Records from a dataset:
═══

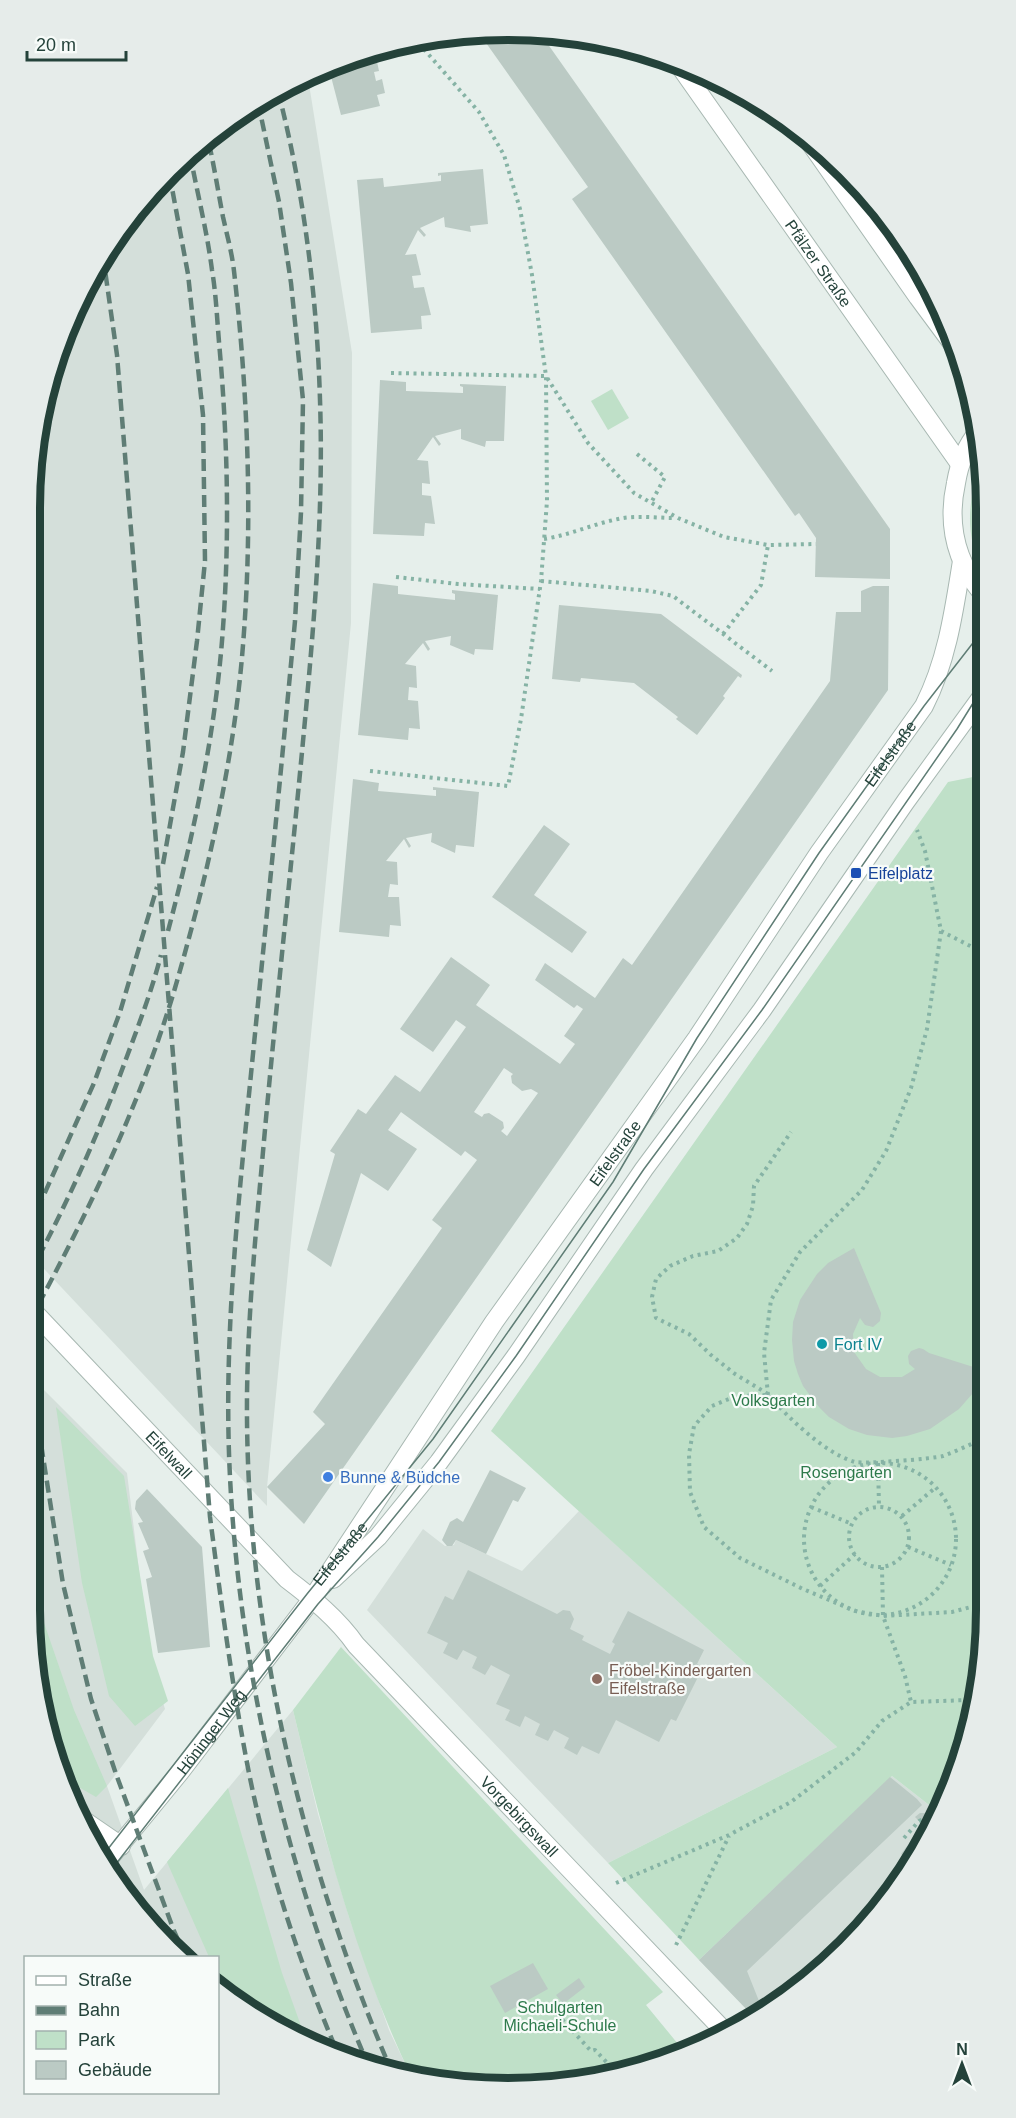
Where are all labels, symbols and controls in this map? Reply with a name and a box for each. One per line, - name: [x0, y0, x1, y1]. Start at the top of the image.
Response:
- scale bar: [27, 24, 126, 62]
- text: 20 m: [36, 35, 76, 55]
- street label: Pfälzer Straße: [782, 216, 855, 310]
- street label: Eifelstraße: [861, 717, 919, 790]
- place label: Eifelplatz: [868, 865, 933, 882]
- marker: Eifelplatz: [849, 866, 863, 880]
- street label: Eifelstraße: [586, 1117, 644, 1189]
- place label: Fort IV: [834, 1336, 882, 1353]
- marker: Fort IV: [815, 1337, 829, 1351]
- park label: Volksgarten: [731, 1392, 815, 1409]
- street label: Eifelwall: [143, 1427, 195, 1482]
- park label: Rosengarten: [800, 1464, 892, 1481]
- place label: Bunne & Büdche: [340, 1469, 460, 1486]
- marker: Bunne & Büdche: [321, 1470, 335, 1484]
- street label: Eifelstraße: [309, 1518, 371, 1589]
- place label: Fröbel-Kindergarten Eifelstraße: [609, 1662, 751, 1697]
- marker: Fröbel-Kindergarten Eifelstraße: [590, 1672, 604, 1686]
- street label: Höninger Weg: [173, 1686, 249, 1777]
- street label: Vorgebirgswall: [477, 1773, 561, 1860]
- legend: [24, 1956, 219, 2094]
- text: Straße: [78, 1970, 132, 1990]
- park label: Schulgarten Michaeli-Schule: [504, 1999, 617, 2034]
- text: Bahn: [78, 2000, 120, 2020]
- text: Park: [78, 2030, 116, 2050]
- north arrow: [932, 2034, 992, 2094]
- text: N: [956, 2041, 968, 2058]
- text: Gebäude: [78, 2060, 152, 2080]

═══

Print all of the entries word for word. Skip any images they contain.

Where are all labels, symbols and controls in this map? Reply with a name and a box for each. One per line, - name: [x0, y0, x1, y1]. Start at the top of the image.
Response:
- scale bar: [27, 24, 126, 62]
- text: 20 m: [36, 35, 76, 55]
- street label: Pfälzer Straße: [782, 216, 855, 310]
- street label: Eifelstraße: [861, 717, 919, 790]
- place label: Eifelplatz: [868, 865, 933, 882]
- marker: Eifelplatz: [849, 866, 863, 880]
- street label: Eifelstraße: [586, 1117, 644, 1189]
- place label: Fort IV: [834, 1336, 882, 1353]
- marker: Fort IV: [815, 1337, 829, 1351]
- park label: Volksgarten: [731, 1392, 815, 1409]
- street label: Eifelwall: [143, 1427, 195, 1482]
- park label: Rosengarten: [800, 1464, 892, 1481]
- place label: Bunne & Büdche: [340, 1469, 460, 1486]
- marker: Bunne & Büdche: [321, 1470, 335, 1484]
- street label: Eifelstraße: [309, 1518, 371, 1589]
- place label: Fröbel-Kindergarten Eifelstraße: [609, 1662, 751, 1697]
- marker: Fröbel-Kindergarten Eifelstraße: [590, 1672, 604, 1686]
- street label: Höninger Weg: [173, 1686, 249, 1777]
- street label: Vorgebirgswall: [477, 1773, 561, 1860]
- legend: [24, 1956, 219, 2094]
- text: Straße: [78, 1970, 132, 1990]
- park label: Schulgarten Michaeli-Schule: [504, 1999, 617, 2034]
- text: Bahn: [78, 2000, 120, 2020]
- text: Park: [78, 2030, 116, 2050]
- north arrow: [932, 2034, 992, 2094]
- text: N: [956, 2041, 968, 2058]
- text: Gebäude: [78, 2060, 152, 2080]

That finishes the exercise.